Research output: Contribution to journalArticlepeer-review

271 Scopus citations


MicroRNAs are small, non-coding RNAs that influence gene regulatory networks by post-transcriptional regulation of specific messenger RNA targets. MicroRNA expression is dysregulated in human malignancies, frequently leading to loss of expression of certain microRNAs. We report that expression of hsa-miR-342, a microRNA encoded in an intron of the gene EVL, is commonly suppressed in human colorectal cancer. The expression of hsa-miR-342 is coordinated with that of EVL and our results indicate that the mechanism of silencing is CpG island methylation upstream of EVL. We found methylation at the EVL/hsa-miR-342 locus in 86% of colorectal adenocarcinomas and in 67% of adenomas, indicating that it is an early event in colorectal carcinogenesis.

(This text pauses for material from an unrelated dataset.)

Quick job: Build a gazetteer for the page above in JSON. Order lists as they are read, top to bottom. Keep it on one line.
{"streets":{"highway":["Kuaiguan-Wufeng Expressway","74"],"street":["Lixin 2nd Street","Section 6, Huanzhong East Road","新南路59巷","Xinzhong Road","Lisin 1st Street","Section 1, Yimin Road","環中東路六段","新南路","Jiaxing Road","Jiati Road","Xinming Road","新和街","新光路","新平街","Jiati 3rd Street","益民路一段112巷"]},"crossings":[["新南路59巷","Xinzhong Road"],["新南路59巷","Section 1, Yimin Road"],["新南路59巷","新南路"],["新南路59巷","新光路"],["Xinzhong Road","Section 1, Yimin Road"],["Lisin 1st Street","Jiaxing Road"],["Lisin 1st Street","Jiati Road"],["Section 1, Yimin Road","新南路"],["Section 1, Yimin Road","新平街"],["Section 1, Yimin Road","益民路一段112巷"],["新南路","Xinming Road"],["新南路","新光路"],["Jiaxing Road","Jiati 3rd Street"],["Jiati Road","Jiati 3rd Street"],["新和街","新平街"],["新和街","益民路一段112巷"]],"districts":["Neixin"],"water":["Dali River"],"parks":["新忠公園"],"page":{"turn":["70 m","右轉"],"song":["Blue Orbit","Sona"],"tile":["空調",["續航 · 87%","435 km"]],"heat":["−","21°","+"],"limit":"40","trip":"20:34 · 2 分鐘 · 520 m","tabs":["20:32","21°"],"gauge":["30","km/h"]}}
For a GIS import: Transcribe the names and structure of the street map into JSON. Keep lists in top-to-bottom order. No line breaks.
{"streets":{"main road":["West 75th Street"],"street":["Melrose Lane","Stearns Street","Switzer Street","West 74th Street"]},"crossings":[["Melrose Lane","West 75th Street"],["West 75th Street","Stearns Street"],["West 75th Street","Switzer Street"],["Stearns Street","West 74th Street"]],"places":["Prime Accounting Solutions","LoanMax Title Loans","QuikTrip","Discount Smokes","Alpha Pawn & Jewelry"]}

In addition, we observed a higher frequency of methylation (56%) in histologically normal colorectal mucosa from individuals with concurrent cancer compared to mucosa from individuals without colorectal cancer (12%), suggesting the existence of a 'field defect' involving methylated EVL/hsa-miR-342. Furthermore, reconstitution of hsa-miR-342 in the colorectal cancer cell line HT-29 induced apoptosis, suggesting that this microRNA could function as a proapoptotic tumor suppressor. In aggregate, these results support a novel mechanism for silencing intronic microRNAs in cancer by epigenetic alterations of cognate host genes.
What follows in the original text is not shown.